Lab-grown eggs provide unlimited fertility

Scientists have discovered women possess a potentially unlimited supply of eggs - raising new hopes for women with infertility problems

Petri dish under microscope
Petri dish under microscope
(Image credit: REX)

Scientists have discovered women possess a potentially unlimited supply of eggs - raising new hopes for women with infertility problems

A breakthrough may prompt a rethink in human fertility as scientists have discovered women have a potentially endless supply of eggs.

American doctors have shown that stem cells in adult women could be used to produce new eggs in the laboratory, providing hope for women who suffer infertility problems.

If confirmed, the research led by Dr Jonathan Tilly from Massachusetts General Hospital, will sweep away the belief that women have a limited stock of eggs, which deplete with age.
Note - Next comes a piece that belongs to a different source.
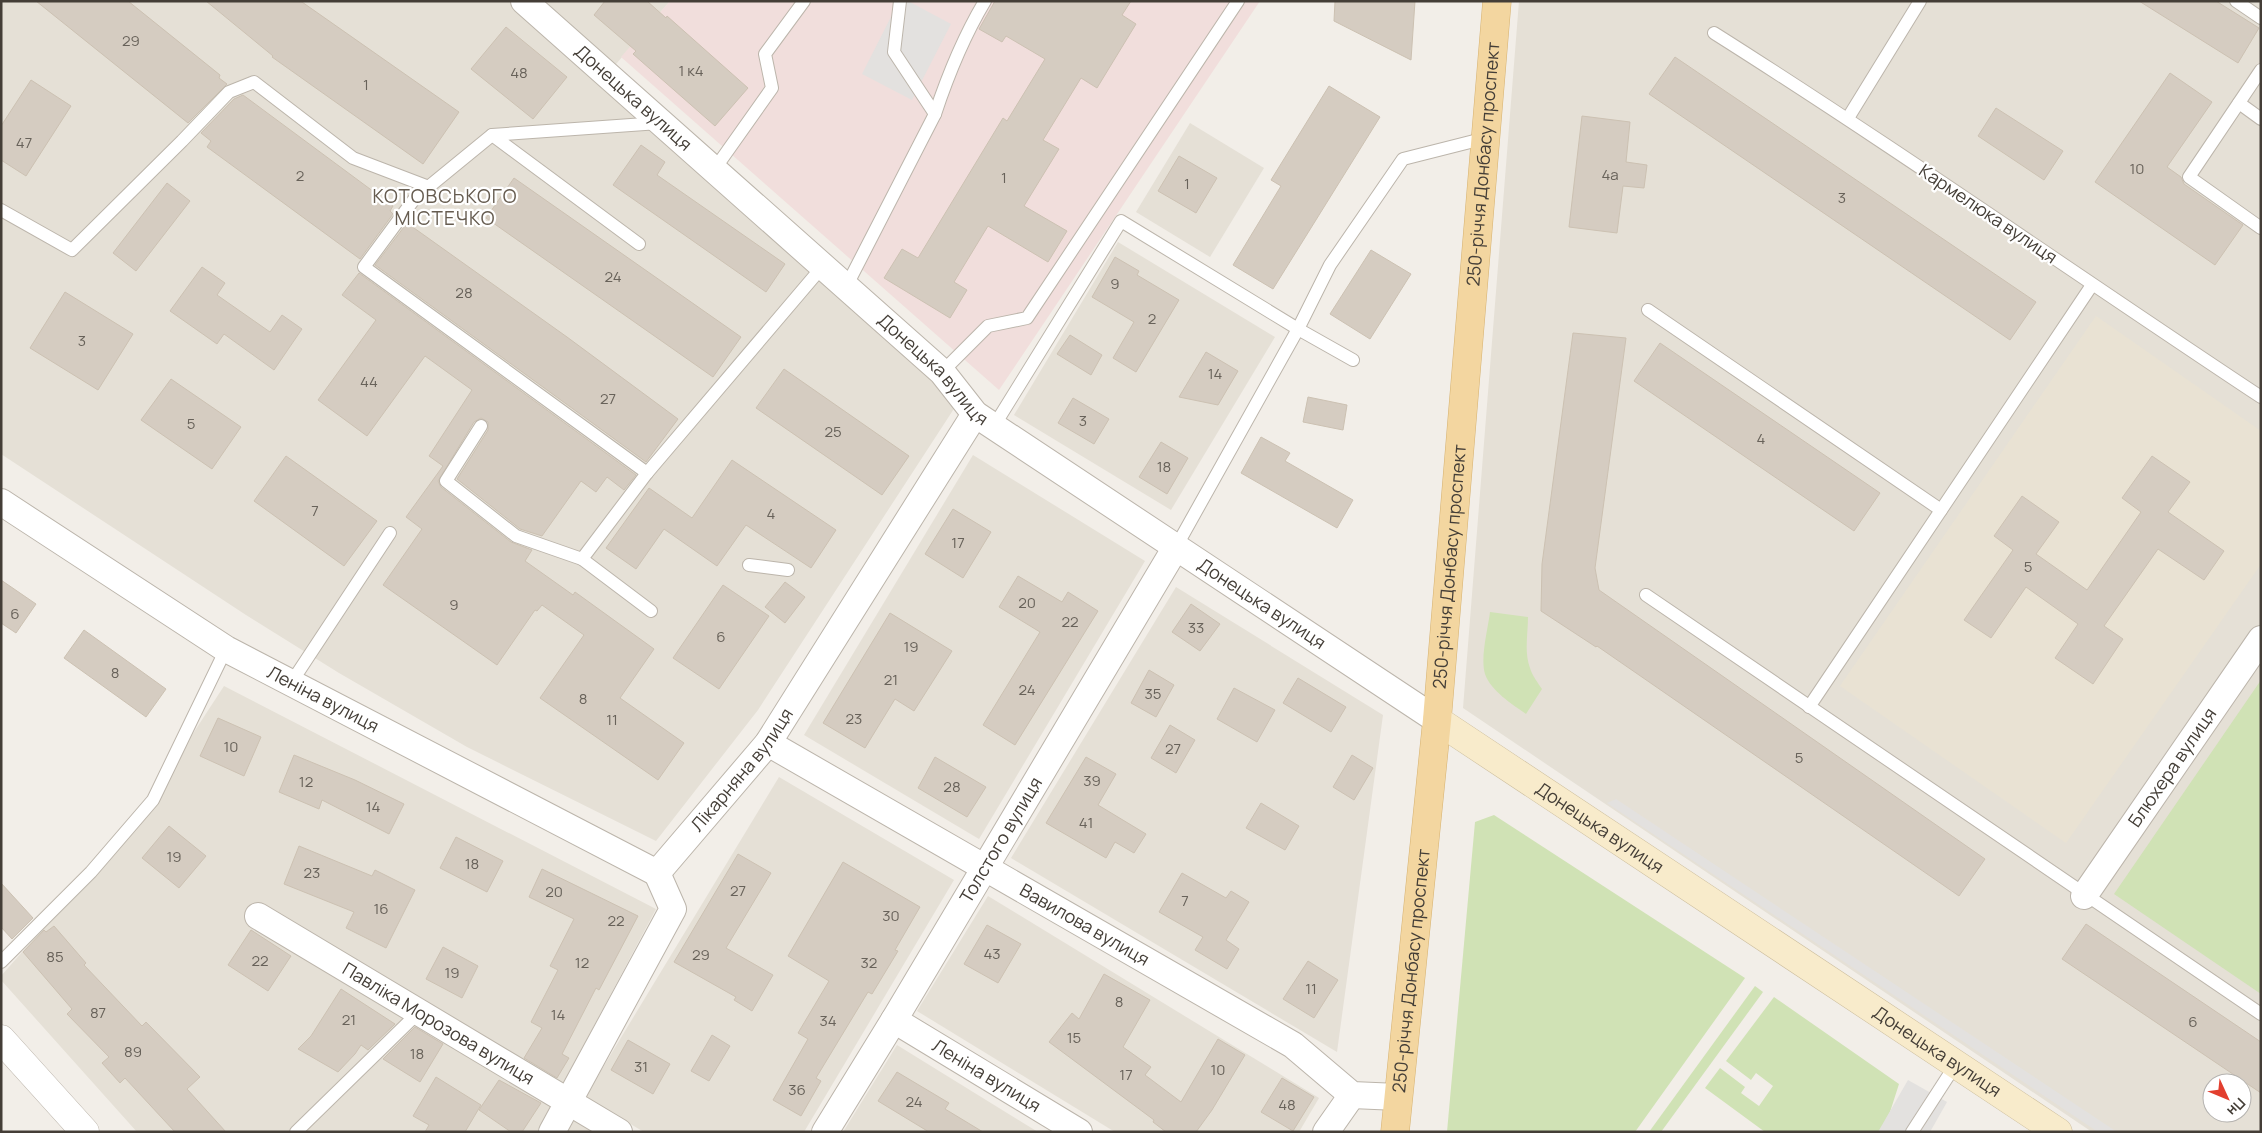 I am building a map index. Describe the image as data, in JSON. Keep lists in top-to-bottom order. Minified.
{"streets":{"main road":["Донецька вулиця","250-річчя Донбасу проспект"],"street":["Леніна вулиця","Блюхера вулиця","Лікарняна вулиця","Толстого вулиця","Вавилова вулиця","Павліка Морозова вулиця"],"lane":["Кармелюка вулиця"]},"crossings":[["Донецька вулиця","250-річчя Донбасу проспект"],["Донецька вулиця","Лікарняна вулиця"],["Донецька вулиця","Толстого вулиця"],["Леніна вулиця","Лікарняна вулиця"],["Леніна вулиця","Толстого вулиця"],["Лікарняна вулиця","Вавилова вулиця"],["Толстого вулиця","Вавилова вулиця"]],"districts":["КОТОВСЬКОГО МІСТЕЧКО"],"house_numbers":["29","1 к4","48","1","47","10","4а","2","1","1","3","24","9","28","2","3","14","44","27","3","5","25","4","18","7","4","17","5","20","9","6","22","33","6","19","8","21","24","35","8","23","11","10","27","5","39","12","28","14","41","19","18","23","27","20","7","16","30","22","43","29","85","22","12","32","19","11","8","87","14","21","34","6","15","89","18","31","10","17","36","24","48"],"north":"bottom right"}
He explains that the findings could completely change the way doctors treat women with infertility issues and could delay the timing of ovarian failure.

'I think it opens up the chance that sometime in the future we might get to the point of having an unlimited source of human eggs,' he says.

Fertility expert Dr Allan Pacey from Sheffield University says: 'Not only does this re-write the rule book, it opens up exciting possibilities for preserving the fertility of women undergoing treatment for cancer and women suffering [from] infertility.'

The discovery would also give women the opportunity to give birth with their own eggs later on in life - and eliminate the idea - and pressure of - a ticking biological clock.

'If this research is confirmed it may overturn one of the great asymmetries of reproductive biology - that a woman's reproductive pool of gametes may be renewable, just like men's,' says consultant gynaecologist and IVF specialist Stuart Lavery from Hammersmith Hospital in London.